» **What you should do**
Your job is to report every line of the entries that has "from".

» **Material supplied**
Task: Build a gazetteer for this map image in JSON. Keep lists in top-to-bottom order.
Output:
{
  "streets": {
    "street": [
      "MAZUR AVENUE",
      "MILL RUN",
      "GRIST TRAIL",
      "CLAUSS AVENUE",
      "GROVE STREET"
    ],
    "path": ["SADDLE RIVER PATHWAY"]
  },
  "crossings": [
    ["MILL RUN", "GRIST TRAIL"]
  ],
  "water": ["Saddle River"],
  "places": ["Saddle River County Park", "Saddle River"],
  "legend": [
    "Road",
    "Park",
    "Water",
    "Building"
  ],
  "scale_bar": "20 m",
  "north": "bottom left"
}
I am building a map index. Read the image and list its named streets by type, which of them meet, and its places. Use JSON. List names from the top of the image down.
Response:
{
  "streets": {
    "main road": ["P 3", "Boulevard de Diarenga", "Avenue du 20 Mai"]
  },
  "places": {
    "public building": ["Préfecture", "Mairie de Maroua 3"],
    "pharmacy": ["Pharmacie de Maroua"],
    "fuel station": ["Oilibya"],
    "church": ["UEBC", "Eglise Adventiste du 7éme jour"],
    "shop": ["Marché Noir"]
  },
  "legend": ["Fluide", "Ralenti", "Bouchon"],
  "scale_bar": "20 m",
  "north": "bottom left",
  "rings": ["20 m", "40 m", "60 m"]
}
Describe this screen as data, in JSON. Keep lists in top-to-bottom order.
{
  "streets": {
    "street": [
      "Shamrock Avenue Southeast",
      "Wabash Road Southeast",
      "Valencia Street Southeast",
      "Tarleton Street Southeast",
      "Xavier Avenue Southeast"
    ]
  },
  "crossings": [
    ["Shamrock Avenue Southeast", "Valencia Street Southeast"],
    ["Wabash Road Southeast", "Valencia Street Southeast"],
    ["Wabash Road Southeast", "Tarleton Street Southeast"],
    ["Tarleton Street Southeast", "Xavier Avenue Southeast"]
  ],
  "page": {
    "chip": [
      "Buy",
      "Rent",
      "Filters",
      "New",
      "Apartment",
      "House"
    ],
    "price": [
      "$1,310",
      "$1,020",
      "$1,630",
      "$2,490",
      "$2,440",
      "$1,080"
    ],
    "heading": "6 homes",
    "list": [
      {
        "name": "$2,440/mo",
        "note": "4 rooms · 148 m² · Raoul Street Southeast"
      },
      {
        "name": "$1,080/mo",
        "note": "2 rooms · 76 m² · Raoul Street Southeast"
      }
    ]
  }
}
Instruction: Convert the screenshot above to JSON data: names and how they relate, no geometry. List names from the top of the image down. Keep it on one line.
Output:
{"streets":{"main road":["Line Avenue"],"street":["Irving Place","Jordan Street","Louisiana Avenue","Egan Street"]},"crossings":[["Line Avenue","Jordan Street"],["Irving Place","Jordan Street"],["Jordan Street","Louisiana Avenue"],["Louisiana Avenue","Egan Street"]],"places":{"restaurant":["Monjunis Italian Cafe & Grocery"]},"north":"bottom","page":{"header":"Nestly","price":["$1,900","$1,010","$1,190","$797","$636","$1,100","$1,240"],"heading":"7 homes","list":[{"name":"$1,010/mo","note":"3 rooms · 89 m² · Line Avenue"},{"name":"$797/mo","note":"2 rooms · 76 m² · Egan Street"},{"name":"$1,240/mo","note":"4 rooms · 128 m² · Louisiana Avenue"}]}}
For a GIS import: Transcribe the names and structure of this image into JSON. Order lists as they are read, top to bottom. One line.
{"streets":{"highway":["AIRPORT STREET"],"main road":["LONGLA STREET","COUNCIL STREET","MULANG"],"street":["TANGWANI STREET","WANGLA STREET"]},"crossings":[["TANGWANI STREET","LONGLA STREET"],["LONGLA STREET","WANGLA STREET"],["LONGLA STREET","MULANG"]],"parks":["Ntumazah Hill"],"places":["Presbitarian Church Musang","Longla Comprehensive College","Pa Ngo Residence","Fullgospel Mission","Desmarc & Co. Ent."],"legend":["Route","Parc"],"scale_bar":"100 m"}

» **Your solution**
I am building a map index. Read the image and list its named streets by type, which of them meet, and its places. Use JSON. List names from the top of the image down.
Instruction: Convert the screenshot above to JSON data: names and how they relate, no geometry. List names from the top of the image down. Keep it on one line.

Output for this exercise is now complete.